Rwandan mother seeks help over baby snatched by Ugandan security
Tuesday, October 22, 2019
Julienne Kayirere was dumped at the border without her baby after being tortured by Ugandan security agencies. Kayirere is appealing for help to get her baby. / Emmanuel Kwizera

At the end of last month, Julienne Kayirere, a Rwandan mother, was dumped at the Rwandan border by Ugandan authorities after weeks of torture, both physically and emotionally.

The saddest and most appalling episode of her ordeal in Uganda, however, is that when she was detained, her one-month-old baby was taken away by Ugandan security operatives.

Since then, Kayirere has never seen her child again, almost one year later.

Kayirere, who hails from Ruhango District, appealed for help to get her baby to no avail.

She had lived in Mubende, a district in Western Uganda since 2017 and was operating a small business.

The breastfeeding infant, Joanna Imanirakiza, was snatched from her mother on November 12, 2018, when the Kayirere was arrested and consequently detained at Kasambya, in Uganda’s Mubende District.

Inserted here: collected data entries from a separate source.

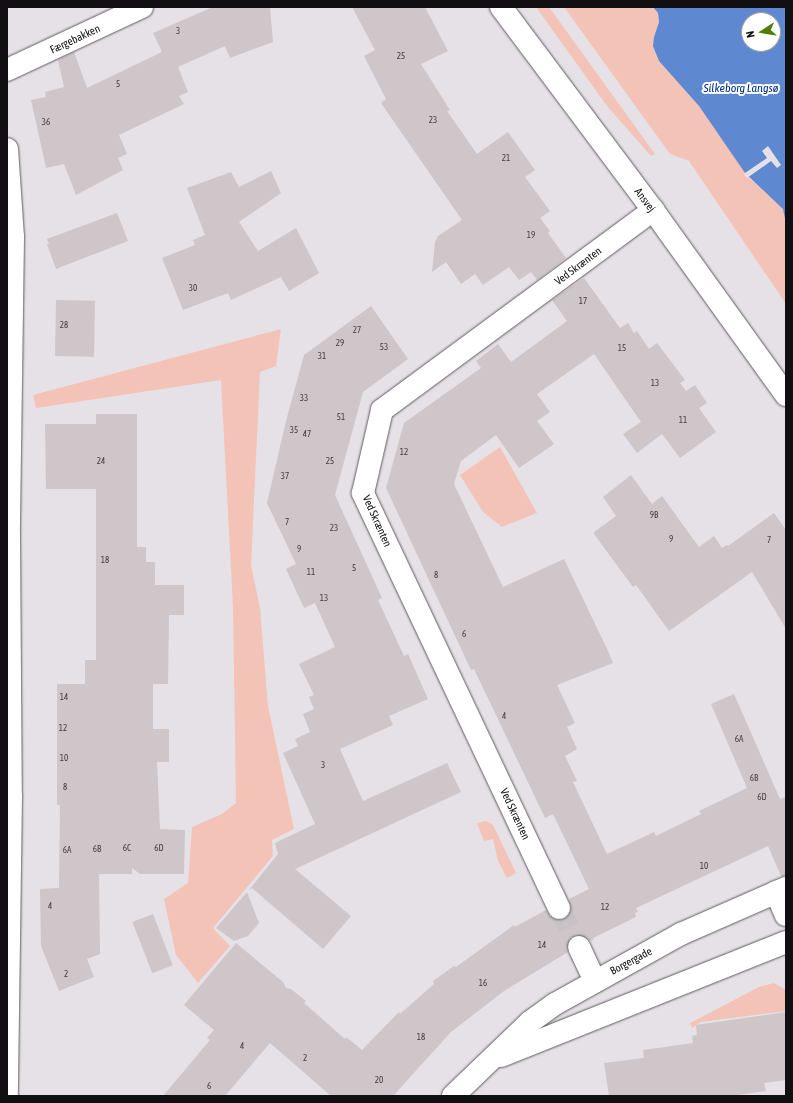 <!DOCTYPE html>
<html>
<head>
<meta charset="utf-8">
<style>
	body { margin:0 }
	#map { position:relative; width:793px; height:1103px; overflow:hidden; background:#e6e1e6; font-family:"Asap Condensed",sans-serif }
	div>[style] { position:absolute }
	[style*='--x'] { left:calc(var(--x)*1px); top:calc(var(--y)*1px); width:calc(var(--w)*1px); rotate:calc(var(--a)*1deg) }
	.green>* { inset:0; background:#f4c3b8 }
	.water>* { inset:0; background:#5e88cf }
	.pier>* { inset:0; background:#e6e1e6 }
	.building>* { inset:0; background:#cec6c8; transform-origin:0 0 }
	.minor-tunnel>* { height:22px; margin-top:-11px; transform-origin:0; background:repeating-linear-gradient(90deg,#c6c2c6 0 22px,transparent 0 33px) }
	.roads { filter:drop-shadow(0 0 1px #5f5a5f) drop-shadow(0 0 1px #5f5a5f) }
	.minor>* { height:22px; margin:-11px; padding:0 11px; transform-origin:11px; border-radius:11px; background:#fff }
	span { translate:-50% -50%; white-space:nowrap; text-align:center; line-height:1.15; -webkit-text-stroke:4px #fff; paint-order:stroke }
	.number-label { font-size:9px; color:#403d3f }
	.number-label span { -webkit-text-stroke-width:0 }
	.street-label { font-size:11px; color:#110f11 }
	.water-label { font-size:12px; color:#003083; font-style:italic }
	.frame { position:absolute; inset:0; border:8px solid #110f11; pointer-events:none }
	.north { position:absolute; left:741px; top:12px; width:40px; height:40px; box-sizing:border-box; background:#fff; border:1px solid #a09fa0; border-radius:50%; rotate:258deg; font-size:11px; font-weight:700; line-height:16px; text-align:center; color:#110f11 }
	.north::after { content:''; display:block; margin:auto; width:14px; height:18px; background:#4f7d05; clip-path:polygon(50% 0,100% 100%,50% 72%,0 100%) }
</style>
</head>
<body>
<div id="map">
	<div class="green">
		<i style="clip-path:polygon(536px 7px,549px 7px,655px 154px,651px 156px,607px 106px)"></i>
		<i style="clip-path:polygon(564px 7px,653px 7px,658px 13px,659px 22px,654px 37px,659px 61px,699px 106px,749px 178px,777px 201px,783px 209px,786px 224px,786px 304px,689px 161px,670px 154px)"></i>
		<i style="clip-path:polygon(281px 329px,276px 366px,260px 372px,251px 565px,260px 608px,268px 706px,294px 829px,272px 840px,273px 856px,213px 928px,230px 946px,198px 983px,176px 955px,164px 899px,188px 883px,192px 827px,222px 814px,236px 803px,233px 607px,221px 380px,36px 408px,33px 395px)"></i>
		<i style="clip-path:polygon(500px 447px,537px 513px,502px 527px,483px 512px,460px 475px)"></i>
		<i style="clip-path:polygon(486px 821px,493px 825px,516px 873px,507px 878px,498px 861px,493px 839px,484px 841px,477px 823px)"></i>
		<i style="clip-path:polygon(774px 983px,786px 990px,786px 1011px,701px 1022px,692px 1028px,690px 1023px,759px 987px)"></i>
	</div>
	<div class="water">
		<i style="clip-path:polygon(evenodd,653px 7px,786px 7px,786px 224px,783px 209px,745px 173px,699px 106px,659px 61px,653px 46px,654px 37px,659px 22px,658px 13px,653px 7px,749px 20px,773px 20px,773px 44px,749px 44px,749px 20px)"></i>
	</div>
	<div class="pier">
		<i style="clip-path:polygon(768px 146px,781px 165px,777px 168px,771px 161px,747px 178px,744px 175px,745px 173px,767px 158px,762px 151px)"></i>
	</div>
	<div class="building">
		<i style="clip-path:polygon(213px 7px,270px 7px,273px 42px,230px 58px,225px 46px,178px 67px,188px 92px,179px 96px,184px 104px,119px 135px,127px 154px,118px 158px,123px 170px,76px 195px,64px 164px,46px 168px,31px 100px,46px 97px,45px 92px,64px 87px,58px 60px,74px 52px,87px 88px,162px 52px,153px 33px)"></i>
		<i style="clip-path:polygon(352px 7px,425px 7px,448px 51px,421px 64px,450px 110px,447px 111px,477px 154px,508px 132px,535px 170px,525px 177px,550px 211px,540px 218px,550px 231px,548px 233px,566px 258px,537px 280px,531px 272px,519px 280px,509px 267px,483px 285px,475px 274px,461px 284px,446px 262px,432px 272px,435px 242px,438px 236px,462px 220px,381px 103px,386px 99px,364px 56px,375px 50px)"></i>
		<i style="clip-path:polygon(271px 171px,281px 193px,239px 222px,258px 251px,296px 228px,319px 273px,289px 291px,281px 277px,231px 300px,228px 293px,183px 310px,162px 258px,195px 245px,193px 240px,205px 235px,187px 188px,231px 172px,239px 187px)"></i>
		<i style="clip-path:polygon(117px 213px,128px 241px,56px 269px,47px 244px,49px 244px,47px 239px)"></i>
		<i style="clip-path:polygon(584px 278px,620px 328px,628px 323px,634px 333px,637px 331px,649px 349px,657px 343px,685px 380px,680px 383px,686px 391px,695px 385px,707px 403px,699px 408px,716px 432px,680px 458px,662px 434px,637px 453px,623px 434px,641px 422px,594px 354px,537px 394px,550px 412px,537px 421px,554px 444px,519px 468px,496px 435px,461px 461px,454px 484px,503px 587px,564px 559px,608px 651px,613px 663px,557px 685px,575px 723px,567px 727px,577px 749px,565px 756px,577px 781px,573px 782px,607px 854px,654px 832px,656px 836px,701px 814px,699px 811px,747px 788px,711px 704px,734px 694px,780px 799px,786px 797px,786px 876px,781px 876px,768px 846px,636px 908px,638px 912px,635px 913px,636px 917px,593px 938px,594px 939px,590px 941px,586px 937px,580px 935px,573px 936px,569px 940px,567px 946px,568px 952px,504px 991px,451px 1032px,393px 1096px,331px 1096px,270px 1043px,225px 1096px,163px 1096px,210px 1040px,207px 1038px,214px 1030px,184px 1005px,236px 943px,283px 982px,286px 988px,291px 989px,306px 1001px,304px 1003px,345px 1039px,346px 1037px,362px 1050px,399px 1012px,400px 1014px,434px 984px,433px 981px,454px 966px,456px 967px,514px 925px,515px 927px,546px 910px,552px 918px,558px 920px,565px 919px,569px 915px,571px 909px,569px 899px,589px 889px,553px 814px,545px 818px,474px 669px,471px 670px,386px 488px,404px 423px,481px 368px,476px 361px,498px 344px,511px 362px,567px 321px,552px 300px)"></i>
		<i style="left:56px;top:300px;width:39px;height:56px;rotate:1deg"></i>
		<i style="clip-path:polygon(371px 306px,408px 359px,363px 392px,335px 495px,382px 598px,378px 600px,404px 656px,408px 654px,428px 699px,389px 716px,393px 725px,340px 749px,363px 801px,447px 763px,461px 792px,295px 869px,351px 916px,323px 949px,252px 888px,249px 890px,278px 854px,275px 843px,315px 824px,283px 753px,298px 746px,295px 739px,310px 732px,303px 714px,314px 709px,309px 697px,314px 695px,299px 664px,335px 647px,315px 603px,304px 608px,286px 569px,296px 564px,267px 503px,286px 421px,304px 355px)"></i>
		<i style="clip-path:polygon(96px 414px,137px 414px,137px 547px,146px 547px,146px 562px,155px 562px,155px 585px,184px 585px,184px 615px,169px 615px,168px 684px,153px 684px,153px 729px,169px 729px,169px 762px,157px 762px,160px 829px,185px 830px,184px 874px,140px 874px,132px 868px,132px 874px,99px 874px,100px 954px,87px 959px,94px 977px,59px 991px,41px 946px,40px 889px,59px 888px,60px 805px,57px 805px,57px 684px,85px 684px,85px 660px,96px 660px,96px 489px,46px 489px,45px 424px,96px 424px)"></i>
		<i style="clip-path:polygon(631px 475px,652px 504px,662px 496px,699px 547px,714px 536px,722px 548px,727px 545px,728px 546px,774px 513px,786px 530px,786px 629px,752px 572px,669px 631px,636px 585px,633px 587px,594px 534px,594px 532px,616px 516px,603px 497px)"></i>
		<i style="clip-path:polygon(247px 892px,259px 923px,248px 936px,234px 941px,216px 928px)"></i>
		<i style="left:153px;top:914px;width:55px;height:22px;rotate:69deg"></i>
		<i style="clip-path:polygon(786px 1012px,786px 1080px,764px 1083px,766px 1091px,731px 1096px,609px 1096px,604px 1063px,644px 1058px,643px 1050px,693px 1043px,692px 1036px,697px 1035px,696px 1025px)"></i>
	</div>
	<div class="minor-tunnel">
		<i style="--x:559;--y:908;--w:44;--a:62.9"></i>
	</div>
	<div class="roads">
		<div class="minor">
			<i style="--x:501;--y:7;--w:254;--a:53.2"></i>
			<i style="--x:653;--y:210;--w:228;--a:54.3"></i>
			<i style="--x:7;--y:70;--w:149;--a:-25"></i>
			<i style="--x:7;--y:149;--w:88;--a:86.1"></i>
			<i style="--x:13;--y:237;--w:297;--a:90.8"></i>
			<i style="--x:9;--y:534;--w:262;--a:89.6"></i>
			<i style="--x:11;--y:796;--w:300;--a:90.8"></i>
			<i style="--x:776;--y:892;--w:25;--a:67"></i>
			<i style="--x:559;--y:908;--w:459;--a:-115.3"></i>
			<i style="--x:363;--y:493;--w:85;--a:-77.1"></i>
			<i style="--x:382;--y:410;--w:337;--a:-36.4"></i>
			<i style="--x:579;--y:947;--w:38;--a:65"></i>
			<i style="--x:501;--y:1056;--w:307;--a:-21.8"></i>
			<i style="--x:453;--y:1096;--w:107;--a:-43.9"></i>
			<i style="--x:530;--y:1022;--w:31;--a:-36"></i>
			<i style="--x:555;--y:1004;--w:144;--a:-29.1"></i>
			<i style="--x:681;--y:934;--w:115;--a:-23.7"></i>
		</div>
	</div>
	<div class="number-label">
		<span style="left:178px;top:31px">3</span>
		<span style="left:401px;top:56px">25</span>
		<span style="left:118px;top:84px">5</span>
		<span style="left:433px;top:120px">23</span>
		<span style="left:46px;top:122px">36</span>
		<span style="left:506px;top:158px">21</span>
		<span style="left:531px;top:235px">19</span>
		<span style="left:193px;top:288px">30</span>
		<span style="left:583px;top:301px">17</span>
		<span style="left:64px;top:325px">28</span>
		<span style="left:357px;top:330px">27</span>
		<span style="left:340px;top:343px">29</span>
		<span style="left:384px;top:347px">53</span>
		<span style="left:622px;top:348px">15</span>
		<span style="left:322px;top:356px">31</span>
		<span style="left:655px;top:383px">13</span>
		<span style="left:304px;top:398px">33</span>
		<span style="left:341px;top:417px">51</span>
		<span style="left:683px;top:420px">11</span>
		<span style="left:294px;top:430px">35</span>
		<span style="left:307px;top:434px">47</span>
		<span style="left:404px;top:452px">12</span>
		<span style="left:101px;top:461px">24</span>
		<span style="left:330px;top:461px">25</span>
		<span style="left:285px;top:476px">37</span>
		<span style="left:654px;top:515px">9B</span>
		<span style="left:287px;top:522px">7</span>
		<span style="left:334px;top:528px">23</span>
		<span style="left:671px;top:539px">9</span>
		<span style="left:769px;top:540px">7</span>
		<span style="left:299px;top:549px">9</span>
		<span style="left:105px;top:560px">18</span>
		<span style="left:354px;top:568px">5</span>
		<span style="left:311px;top:572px">11</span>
		<span style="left:436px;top:575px">8</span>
		<span style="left:324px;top:598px">13</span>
		<span style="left:464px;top:634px">6</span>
		<span style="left:64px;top:697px">14</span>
		<span style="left:504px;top:716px">4</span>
		<span style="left:63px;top:728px">12</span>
		<span style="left:739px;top:739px">6A</span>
		<span style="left:64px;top:758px">10</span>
		<span style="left:323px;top:765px">3</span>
		<span style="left:754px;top:778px">6B</span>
		<span style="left:65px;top:787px">8</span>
		<span style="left:762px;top:797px">6D</span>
		<span style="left:127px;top:848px">6C</span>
		<span style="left:159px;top:848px">6D</span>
		<span style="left:97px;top:849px">6B</span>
		<span style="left:67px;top:850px">6A</span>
		<span style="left:704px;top:866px">10</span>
		<span style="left:50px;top:906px">4</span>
		<span style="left:605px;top:907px">12</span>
		<span style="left:542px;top:945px">14</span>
		<span style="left:66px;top:974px">2</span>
		<span style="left:483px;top:983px">16</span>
		<span style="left:421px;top:1037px">18</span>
		<span style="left:242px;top:1046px">4</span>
		<span style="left:305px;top:1058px">2</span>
		<span style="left:379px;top:1080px">20</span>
		<span style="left:209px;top:1086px">6</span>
	</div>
	<div class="street-label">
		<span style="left:75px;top:39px;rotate:-25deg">Færgebakken</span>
		<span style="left:645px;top:200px;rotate:53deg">Ansvej</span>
		<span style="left:578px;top:266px;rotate:-37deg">Ved Skrænten</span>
		<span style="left:377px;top:521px;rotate:66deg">Ved Skrænten</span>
		<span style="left:515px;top:814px;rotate:65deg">Ved Skrænten</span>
		<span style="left:631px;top:961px;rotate:-28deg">Borgergade</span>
	</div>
	<div class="water-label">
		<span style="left:741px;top:89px">Silkeborg Langsø</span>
	</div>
	<div class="frame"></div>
	<div class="north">N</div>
</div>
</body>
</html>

Ugandan Police, later claimed that on the day of the arrest, the baby was referred to an orphanage known as Glory Land Children’s Home, in Mubende for care.

Two weeks later, on November 28, Kayirere was sentenced to a month in jail for – like hundreds of other Rwandan nationals before her – being in the country "illegally”.

She was detained at Kaweri Prison in Mubende District.

After serving her sentence she was released and she immediately went to Kasambya to reclaim her baby.

However, on getting there, Kayirere was told that her child had died. She was devastated.

"The judge released me but when I went to pick my ID, phone and baby, police arrested me again,” said the distraught mother.

"I begged them to give me my kid but they refused. I was dumped [at the border] without my baby,” she said.

Ugandan authorities had given her documents regarding the baby’s death. However, the documents that included a post-mortem report had different names and age to that of Kayisire.

When the mother insisted on knowing the whereabouts of her child, the Ugandan police threatened to kill her.  

While Kayirere’s baby is called Joanna Imanirakiza, the names on the post-mortem documents she was given were Rebecca Birungi, a four months old child belonging to someone else.

Up to today, the desolate mother still believes that her child is alive.

With a conviction that there was a mix-up, intentional or otherwise, the mother appealed to the Rwandan officials for help.

We understand Justice Minister Johnston Busingye has written to his Ugandan counterpart – Attorney General William Byaruhanga, calling for proper investigation to ensure the mother gets reunited with her baby, whom she strongly believes is still alive.

Busingye, our sources have intimated, has also furnished his counterpart will all the documentation, including the referral form that saw the baby temporarily transferred to the children’s facility and the fake post-mortem report.